What you need to make this dish:
|Small whole potatoes (Charlotte potatoes are perfect)||10|
|Onion ( chopped)||1|
|Maggie Coconut milk powder or fresh coconut milk||1/4 cup|
|Plain yoghurt (Optional)||3 tbsp|
|Red chili powder||1/2 tsp|
|Turmeric powder, coriander powder, garam masala powder||1/2 tsp each|
|Tomato puree||1/4 cup|
|Kasthuri methi||1 tsp|
|Plain flour and corn flour||3 tbsp each|
|Ginger garlic paste or grated|
Let’s make :
Boil it & Fry it
- First boil potatoes almost done. Peel and let cool.
- Mix plain flour and corn flour together and season with little salt and pepper.
- Roll the whole potatoes in flour mixture.
- Pan fry with little oil until golden. Keep aside.
- Fry onion in little oil until golden.
- Add ginger garlic paste. fry.
- Add chili powder, turmeric , salt and masala. fry a little while.
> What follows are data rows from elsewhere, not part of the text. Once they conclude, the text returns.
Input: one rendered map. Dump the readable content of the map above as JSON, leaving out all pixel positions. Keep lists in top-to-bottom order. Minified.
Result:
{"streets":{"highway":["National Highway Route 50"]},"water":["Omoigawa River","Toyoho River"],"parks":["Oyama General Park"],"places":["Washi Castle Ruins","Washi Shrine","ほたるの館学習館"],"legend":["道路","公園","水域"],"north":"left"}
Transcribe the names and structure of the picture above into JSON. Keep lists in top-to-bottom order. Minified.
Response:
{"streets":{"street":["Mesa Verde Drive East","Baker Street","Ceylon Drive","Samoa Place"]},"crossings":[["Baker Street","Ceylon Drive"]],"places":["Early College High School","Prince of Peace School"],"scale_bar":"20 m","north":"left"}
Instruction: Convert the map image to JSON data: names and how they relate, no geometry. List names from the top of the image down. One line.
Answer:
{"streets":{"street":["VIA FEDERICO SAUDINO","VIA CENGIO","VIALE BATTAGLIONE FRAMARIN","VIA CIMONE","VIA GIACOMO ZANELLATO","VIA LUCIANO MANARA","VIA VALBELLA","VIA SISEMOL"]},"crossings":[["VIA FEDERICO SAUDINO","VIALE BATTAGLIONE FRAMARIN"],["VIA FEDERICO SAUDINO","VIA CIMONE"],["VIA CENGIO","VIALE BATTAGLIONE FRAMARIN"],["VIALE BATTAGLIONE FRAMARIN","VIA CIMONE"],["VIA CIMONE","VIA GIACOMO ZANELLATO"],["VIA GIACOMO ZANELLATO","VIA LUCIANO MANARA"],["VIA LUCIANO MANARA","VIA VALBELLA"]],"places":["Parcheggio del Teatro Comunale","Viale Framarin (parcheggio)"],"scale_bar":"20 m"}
- Add tomato puree and fry continuously string.
- Now its time to add yoghurt . Stir until bubbly.
- Add potatoes and mix well with the gravy.
- Add 1/2 cup warm water, cover and let it boil.
- Add coconut milk powder or coconut milk and cook until the gravy turns thick.
- Open the lid and crush Kasthuri methi with your palms and drop into the pot.
- Sprinkle garam masala.
- Cook for 5 mins on slow flame.
- Garnish with fresh coriander leaves and sliced red onions on top.
- Serve with hot rice or rotis.
- For a riot of flavours, you can sprinkle a little brown sugar after adding coconut milk.
- Potatoes should be firm, not breaking while cooking ; so add a little salt into the pot while boiling.